**Work required:** Please output the records below word for word and omit the pictures.

*** Opening of Data excerpts ***

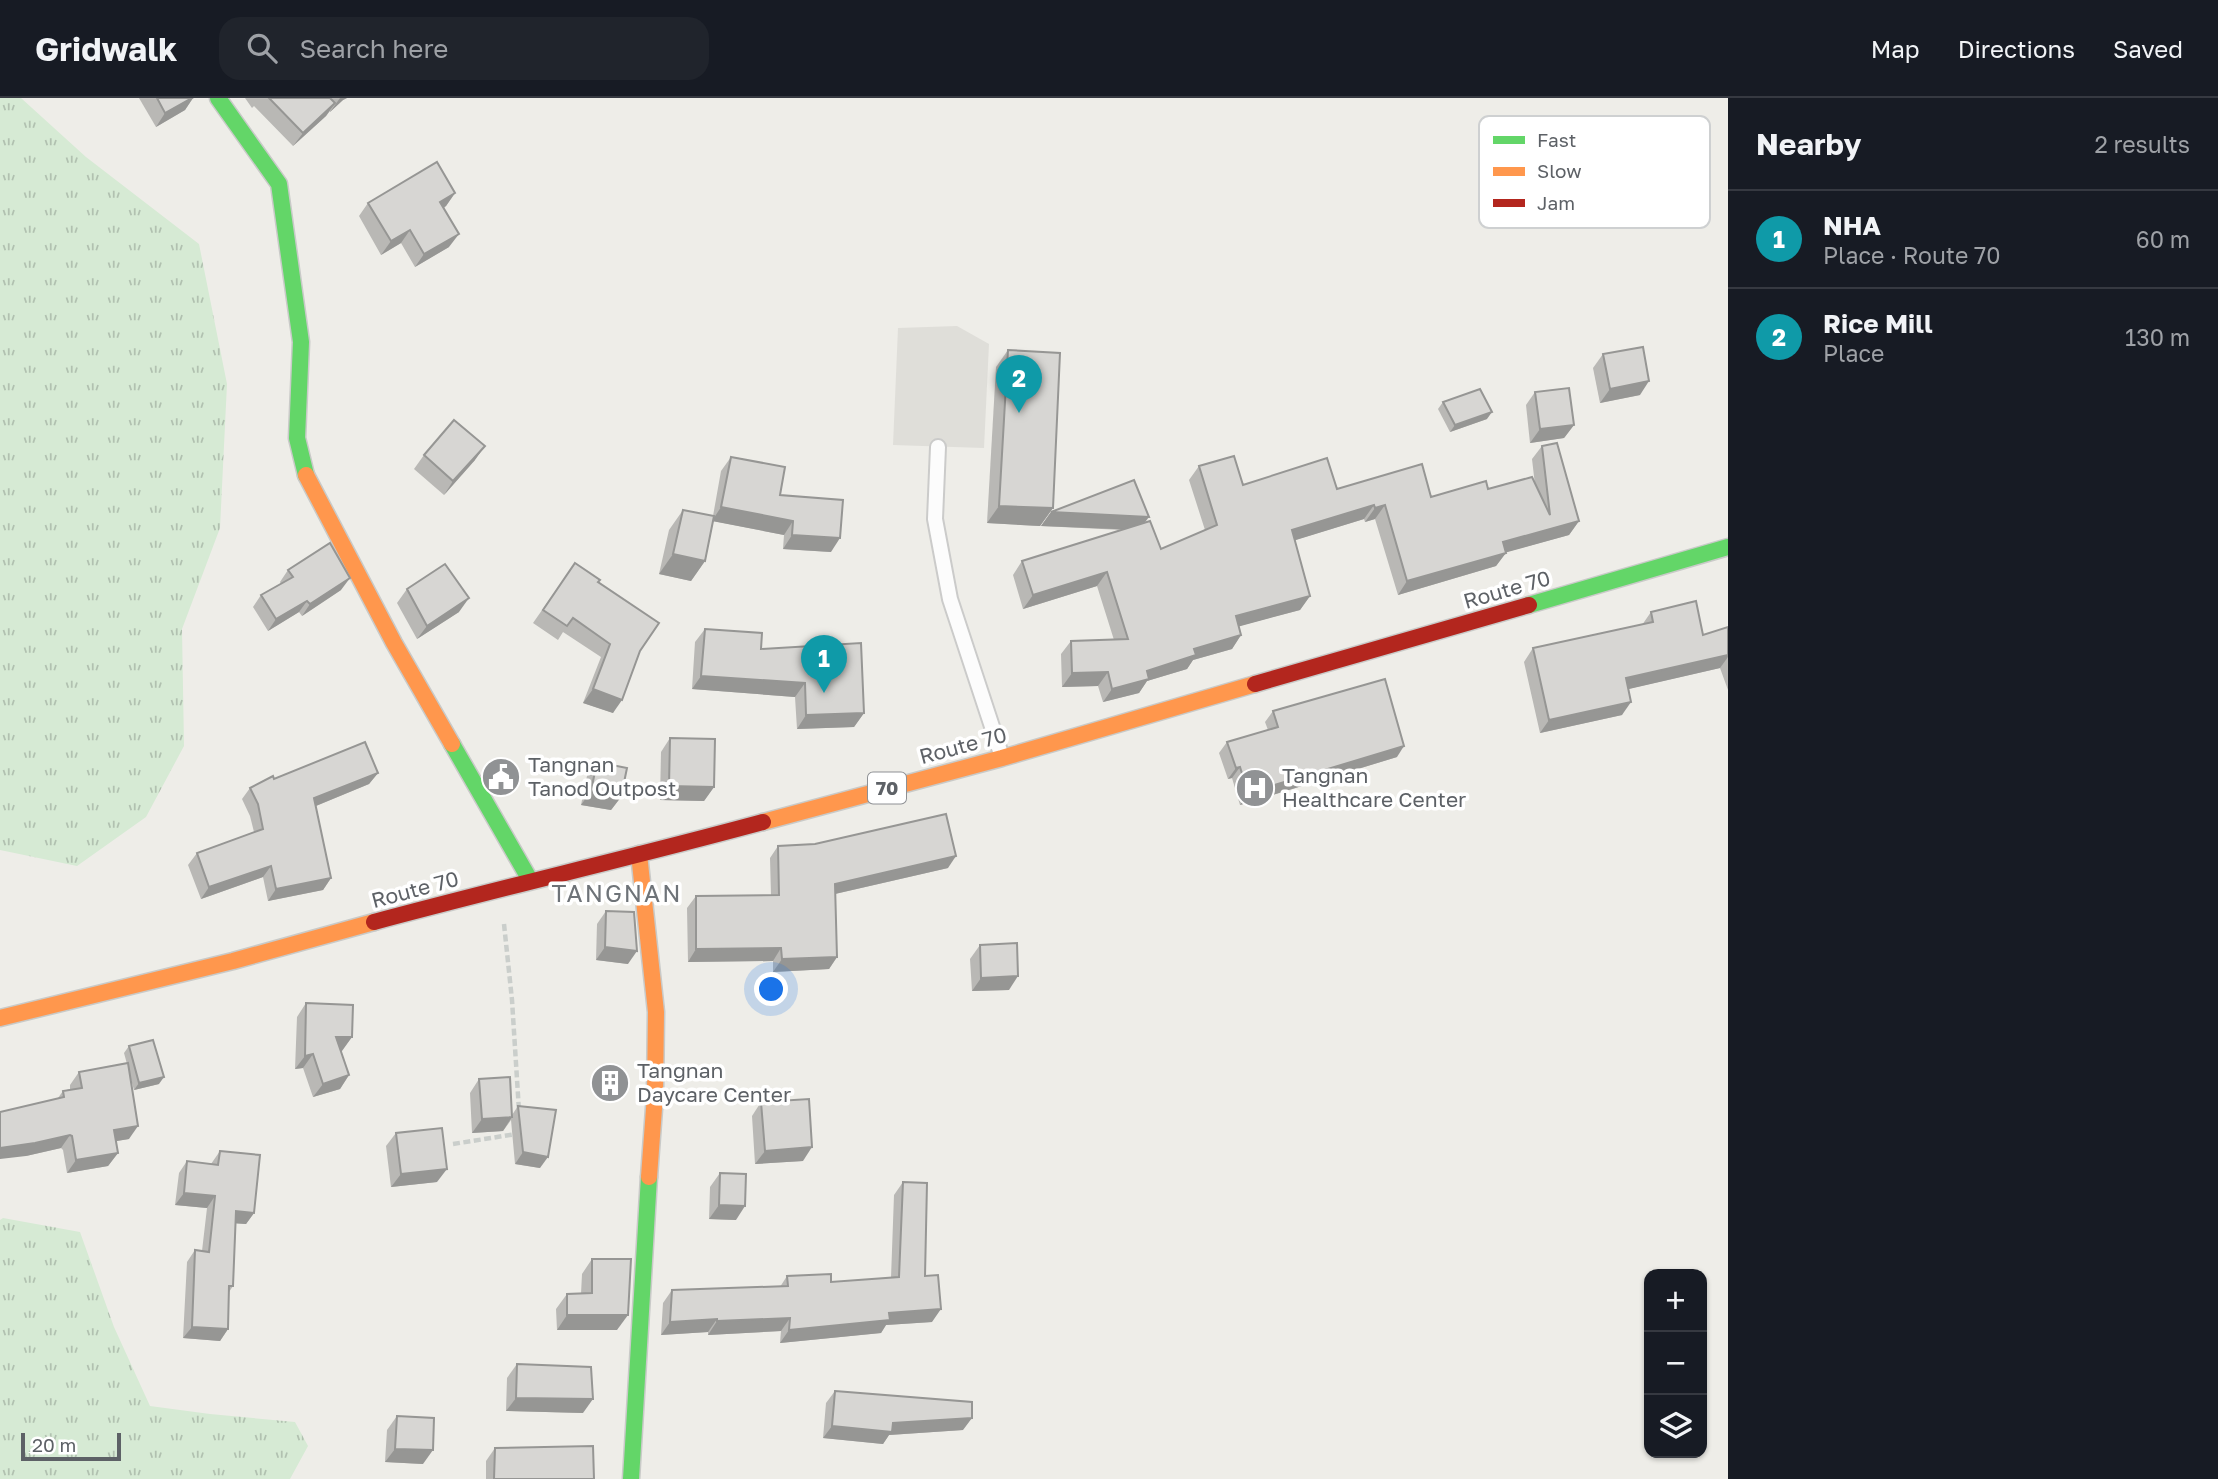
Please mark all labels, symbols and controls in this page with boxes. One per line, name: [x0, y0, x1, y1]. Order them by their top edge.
search box: [219, 17, 709, 80]
text: Gridwalk: [35, 29, 177, 68]
icon: search: [243, 29, 281, 67]
text: Search here: [299, 33, 448, 64]
text: Map: [1871, 34, 1920, 63]
text: Directions: [1958, 34, 2075, 63]
text: Saved: [2113, 34, 2183, 63]
legend: [1479, 116, 1710, 228]
text: Nearby: [1756, 126, 1861, 162]
text: Fast: [1537, 128, 1576, 151]
text: 2 results: [2094, 130, 2190, 158]
text: Slow: [1537, 159, 1582, 182]
text: Jam: [1537, 191, 1575, 214]
text: NHA: [1823, 210, 1881, 241]
text: 1: [1773, 225, 1785, 253]
text: 60 m: [2136, 225, 2190, 253]
text: Place · Route 70: [1823, 241, 2001, 269]
text: Rice Mill: [1823, 308, 1933, 339]
text: 2: [1772, 323, 1786, 351]
text: 130 m: [2125, 323, 2190, 351]
text: Place: [1823, 339, 1884, 367]
pin: 2: [996, 355, 1042, 413]
street label: Route 70: [1460, 564, 1553, 614]
pin: 1: [801, 635, 847, 693]
street label: Route 70: [916, 721, 1009, 769]
place label: Tangnan Tanod Outpost: [528, 751, 676, 801]
public building icon: Tangnan Tanod Outpost: [480, 756, 522, 798]
place label: Tangnan Healthcare Center: [1282, 762, 1466, 812]
hospital icon: Tangnan Healthcare Center: [1234, 767, 1276, 809]
road number: 70: [868, 772, 906, 804]
street label: Route 70: [368, 865, 461, 913]
district label: TANGNAN: [552, 878, 682, 907]
your location: [754, 972, 788, 1006]
place label: Tangnan Daycare Center: [637, 1057, 791, 1107]
building icon: Tangnan Daycare Center: [589, 1062, 631, 1104]
map controls: [1644, 1269, 1707, 1458]
button: +: [1644, 1269, 1707, 1332]
button: −: [1644, 1332, 1707, 1395]
button: layers: [1644, 1395, 1707, 1458]
scale bar: [21, 1430, 121, 1462]
text: 20 m: [32, 1433, 76, 1456]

*** Close of Data excerpts ***

**Answer section:**
Please mark all labels, symbols and controls in this page with boxes. One per line, name: [x0, y0, x1, y1]. Order them by their top edge.
search box: [219, 17, 709, 80]
text: Gridwalk: [35, 29, 177, 68]
icon: search: [243, 29, 281, 67]
text: Search here: [299, 33, 448, 64]
text: Map: [1871, 34, 1920, 63]
text: Directions: [1958, 34, 2075, 63]
text: Saved: [2113, 34, 2183, 63]
legend: [1479, 116, 1710, 228]
text: Nearby: [1756, 126, 1861, 162]
text: Fast: [1537, 128, 1576, 151]
text: 2 results: [2094, 130, 2190, 158]
text: Slow: [1537, 159, 1582, 182]
text: Jam: [1537, 191, 1575, 214]
text: NHA: [1823, 210, 1881, 241]
text: 1: [1773, 225, 1785, 253]
text: 60 m: [2136, 225, 2190, 253]
text: Place · Route 70: [1823, 241, 2001, 269]
text: Rice Mill: [1823, 308, 1933, 339]
text: 2: [1772, 323, 1786, 351]
text: 130 m: [2125, 323, 2190, 351]
text: Place: [1823, 339, 1884, 367]
pin: 2: [996, 355, 1042, 413]
street label: Route 70: [1460, 564, 1553, 614]
pin: 1: [801, 635, 847, 693]
street label: Route 70: [916, 721, 1009, 769]
place label: Tangnan Tanod Outpost: [528, 751, 676, 801]
public building icon: Tangnan Tanod Outpost: [480, 756, 522, 798]
place label: Tangnan Healthcare Center: [1282, 762, 1466, 812]
hospital icon: Tangnan Healthcare Center: [1234, 767, 1276, 809]
road number: 70: [868, 772, 906, 804]
street label: Route 70: [368, 865, 461, 913]
district label: TANGNAN: [552, 878, 682, 907]
your location: [754, 972, 788, 1006]
place label: Tangnan Daycare Center: [637, 1057, 791, 1107]
building icon: Tangnan Daycare Center: [589, 1062, 631, 1104]
map controls: [1644, 1269, 1707, 1458]
button: +: [1644, 1269, 1707, 1332]
button: −: [1644, 1332, 1707, 1395]
button: layers: [1644, 1395, 1707, 1458]
scale bar: [21, 1430, 121, 1462]
text: 20 m: [32, 1433, 76, 1456]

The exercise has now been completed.